*TASK BRIEF:* Write the listing out again, all of it, word for word.

*DATA SHOWN:*

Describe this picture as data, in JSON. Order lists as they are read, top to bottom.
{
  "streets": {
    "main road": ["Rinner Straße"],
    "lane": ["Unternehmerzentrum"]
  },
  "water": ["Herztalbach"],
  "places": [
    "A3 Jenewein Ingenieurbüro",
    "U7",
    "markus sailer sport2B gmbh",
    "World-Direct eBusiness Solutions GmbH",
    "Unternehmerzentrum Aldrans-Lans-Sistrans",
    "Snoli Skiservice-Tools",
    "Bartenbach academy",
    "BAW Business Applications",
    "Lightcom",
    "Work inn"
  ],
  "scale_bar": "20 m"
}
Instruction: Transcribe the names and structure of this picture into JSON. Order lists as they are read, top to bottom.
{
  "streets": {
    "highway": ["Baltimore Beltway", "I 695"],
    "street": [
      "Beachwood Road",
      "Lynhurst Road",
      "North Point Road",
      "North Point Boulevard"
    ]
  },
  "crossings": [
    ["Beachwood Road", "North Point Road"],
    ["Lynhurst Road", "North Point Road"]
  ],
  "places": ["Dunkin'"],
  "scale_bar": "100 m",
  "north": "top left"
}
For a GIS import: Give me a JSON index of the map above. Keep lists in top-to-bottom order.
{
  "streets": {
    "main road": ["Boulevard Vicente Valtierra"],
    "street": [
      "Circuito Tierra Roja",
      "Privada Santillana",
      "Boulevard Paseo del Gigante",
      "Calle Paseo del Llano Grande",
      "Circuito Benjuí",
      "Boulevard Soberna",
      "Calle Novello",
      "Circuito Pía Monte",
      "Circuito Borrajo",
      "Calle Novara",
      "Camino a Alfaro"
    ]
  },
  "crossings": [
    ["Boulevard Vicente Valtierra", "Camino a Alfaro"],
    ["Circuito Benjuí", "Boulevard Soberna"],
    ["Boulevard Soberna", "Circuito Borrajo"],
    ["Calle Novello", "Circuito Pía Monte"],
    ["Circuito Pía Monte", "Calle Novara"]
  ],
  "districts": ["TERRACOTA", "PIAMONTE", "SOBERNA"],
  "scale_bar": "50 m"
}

*COMPLETED TASK:*
Describe this picture as data, in JSON. Order lists as they are read, top to bottom.
{
  "streets": {
    "main road": ["Rinner Straße"],
    "lane": ["Unternehmerzentrum"]
  },
  "water": ["Herztalbach"],
  "places": [
    "A3 Jenewein Ingenieurbüro",
    "U7",
    "markus sailer sport2B gmbh",
    "World-Direct eBusiness Solutions GmbH",
    "Unternehmerzentrum Aldrans-Lans-Sistrans",
    "Snoli Skiservice-Tools",
    "Bartenbach academy",
    "BAW Business Applications",
    "Lightcom",
    "Work inn"
  ],
  "scale_bar": "20 m"
}
Instruction: Transcribe the names and structure of this picture into JSON. Order lists as they are read, top to bottom.
{
  "streets": {
    "highway": ["Baltimore Beltway", "I 695"],
    "street": [
      "Beachwood Road",
      "Lynhurst Road",
      "North Point Road",
      "North Point Boulevard"
    ]
  },
  "crossings": [
    ["Beachwood Road", "North Point Road"],
    ["Lynhurst Road", "North Point Road"]
  ],
  "places": ["Dunkin'"],
  "scale_bar": "100 m",
  "north": "top left"
}
For a GIS import: Give me a JSON index of the map above. Keep lists in top-to-bottom order.
{
  "streets": {
    "main road": ["Boulevard Vicente Valtierra"],
    "street": [
      "Circuito Tierra Roja",
      "Privada Santillana",
      "Boulevard Paseo del Gigante",
      "Calle Paseo del Llano Grande",
      "Circuito Benjuí",
      "Boulevard Soberna",
      "Calle Novello",
      "Circuito Pía Monte",
      "Circuito Borrajo",
      "Calle Novara",
      "Camino a Alfaro"
    ]
  },
  "crossings": [
    ["Boulevard Vicente Valtierra", "Camino a Alfaro"],
    ["Circuito Benjuí", "Boulevard Soberna"],
    ["Boulevard Soberna", "Circuito Borrajo"],
    ["Calle Novello", "Circuito Pía Monte"],
    ["Circuito Pía Monte", "Calle Novara"]
  ],
  "districts": ["TERRACOTA", "PIAMONTE", "SOBERNA"],
  "scale_bar": "50 m"
}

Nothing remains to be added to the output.